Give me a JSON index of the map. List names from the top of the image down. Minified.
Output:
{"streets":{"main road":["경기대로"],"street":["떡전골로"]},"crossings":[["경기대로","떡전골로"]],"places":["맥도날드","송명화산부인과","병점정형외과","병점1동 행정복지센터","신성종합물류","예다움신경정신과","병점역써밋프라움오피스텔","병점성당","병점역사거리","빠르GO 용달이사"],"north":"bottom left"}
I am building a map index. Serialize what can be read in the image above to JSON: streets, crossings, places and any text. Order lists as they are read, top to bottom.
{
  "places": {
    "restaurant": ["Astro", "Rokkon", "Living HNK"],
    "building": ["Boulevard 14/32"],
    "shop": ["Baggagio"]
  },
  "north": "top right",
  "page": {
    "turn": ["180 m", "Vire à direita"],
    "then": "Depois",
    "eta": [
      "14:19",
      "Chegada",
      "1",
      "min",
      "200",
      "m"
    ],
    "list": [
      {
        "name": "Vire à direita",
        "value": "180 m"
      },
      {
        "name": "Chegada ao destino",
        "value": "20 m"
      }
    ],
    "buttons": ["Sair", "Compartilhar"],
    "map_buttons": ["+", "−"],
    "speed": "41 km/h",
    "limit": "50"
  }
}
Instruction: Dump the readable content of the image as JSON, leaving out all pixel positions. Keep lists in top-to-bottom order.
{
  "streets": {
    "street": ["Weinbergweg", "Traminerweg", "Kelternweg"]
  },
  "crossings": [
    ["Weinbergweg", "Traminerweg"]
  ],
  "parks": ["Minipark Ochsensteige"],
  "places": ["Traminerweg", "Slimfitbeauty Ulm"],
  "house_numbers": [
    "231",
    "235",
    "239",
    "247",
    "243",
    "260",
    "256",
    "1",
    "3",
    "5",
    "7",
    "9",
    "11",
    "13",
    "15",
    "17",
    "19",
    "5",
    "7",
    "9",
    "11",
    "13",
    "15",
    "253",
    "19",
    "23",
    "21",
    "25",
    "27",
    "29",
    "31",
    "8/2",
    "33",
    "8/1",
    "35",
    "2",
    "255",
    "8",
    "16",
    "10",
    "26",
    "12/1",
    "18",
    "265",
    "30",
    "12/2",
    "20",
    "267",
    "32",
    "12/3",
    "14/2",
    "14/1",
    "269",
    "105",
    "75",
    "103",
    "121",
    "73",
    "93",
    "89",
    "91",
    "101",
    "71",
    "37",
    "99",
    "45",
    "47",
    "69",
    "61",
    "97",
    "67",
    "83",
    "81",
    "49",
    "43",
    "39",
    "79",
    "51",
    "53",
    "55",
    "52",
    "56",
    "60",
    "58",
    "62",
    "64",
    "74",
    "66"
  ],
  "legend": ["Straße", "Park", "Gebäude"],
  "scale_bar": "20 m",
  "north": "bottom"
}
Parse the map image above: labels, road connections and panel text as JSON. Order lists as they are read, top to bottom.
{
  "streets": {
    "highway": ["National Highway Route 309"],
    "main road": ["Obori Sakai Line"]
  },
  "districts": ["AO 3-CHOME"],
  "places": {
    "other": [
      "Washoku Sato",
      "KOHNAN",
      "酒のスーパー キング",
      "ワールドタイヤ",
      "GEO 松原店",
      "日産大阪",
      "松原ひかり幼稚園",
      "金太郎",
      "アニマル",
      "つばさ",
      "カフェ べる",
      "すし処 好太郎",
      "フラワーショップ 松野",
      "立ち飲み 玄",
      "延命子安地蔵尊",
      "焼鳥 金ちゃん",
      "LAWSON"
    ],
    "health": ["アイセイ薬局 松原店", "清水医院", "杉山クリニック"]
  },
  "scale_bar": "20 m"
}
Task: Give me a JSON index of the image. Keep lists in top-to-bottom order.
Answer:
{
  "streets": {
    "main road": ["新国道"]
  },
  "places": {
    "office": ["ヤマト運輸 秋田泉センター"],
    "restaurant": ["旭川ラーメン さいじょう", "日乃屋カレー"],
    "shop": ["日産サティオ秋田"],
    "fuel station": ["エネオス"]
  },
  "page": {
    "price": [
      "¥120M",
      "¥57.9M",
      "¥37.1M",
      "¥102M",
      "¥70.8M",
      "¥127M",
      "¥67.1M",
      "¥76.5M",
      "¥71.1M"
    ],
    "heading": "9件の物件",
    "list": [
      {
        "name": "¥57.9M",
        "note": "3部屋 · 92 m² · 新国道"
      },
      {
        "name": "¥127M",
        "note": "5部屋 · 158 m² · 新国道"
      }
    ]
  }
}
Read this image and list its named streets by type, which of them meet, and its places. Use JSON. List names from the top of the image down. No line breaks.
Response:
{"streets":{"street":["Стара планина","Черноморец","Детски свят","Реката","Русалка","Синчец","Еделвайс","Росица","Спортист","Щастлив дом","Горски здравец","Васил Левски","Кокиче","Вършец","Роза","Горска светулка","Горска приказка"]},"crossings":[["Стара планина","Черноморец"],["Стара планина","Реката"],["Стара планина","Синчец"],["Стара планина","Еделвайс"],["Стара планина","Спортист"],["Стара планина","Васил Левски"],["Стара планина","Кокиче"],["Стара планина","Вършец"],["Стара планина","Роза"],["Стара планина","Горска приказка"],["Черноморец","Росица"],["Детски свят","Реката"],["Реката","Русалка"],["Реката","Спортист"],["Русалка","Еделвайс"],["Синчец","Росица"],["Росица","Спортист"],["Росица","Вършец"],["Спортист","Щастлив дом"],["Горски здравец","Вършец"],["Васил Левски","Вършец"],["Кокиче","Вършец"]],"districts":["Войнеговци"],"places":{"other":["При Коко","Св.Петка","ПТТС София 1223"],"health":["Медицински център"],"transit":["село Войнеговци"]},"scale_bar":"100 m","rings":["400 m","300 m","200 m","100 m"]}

========================

§ Exercise brief: Using the records above, say how many lines contain the string "from"; offer no other text.

§ Output for this task: 2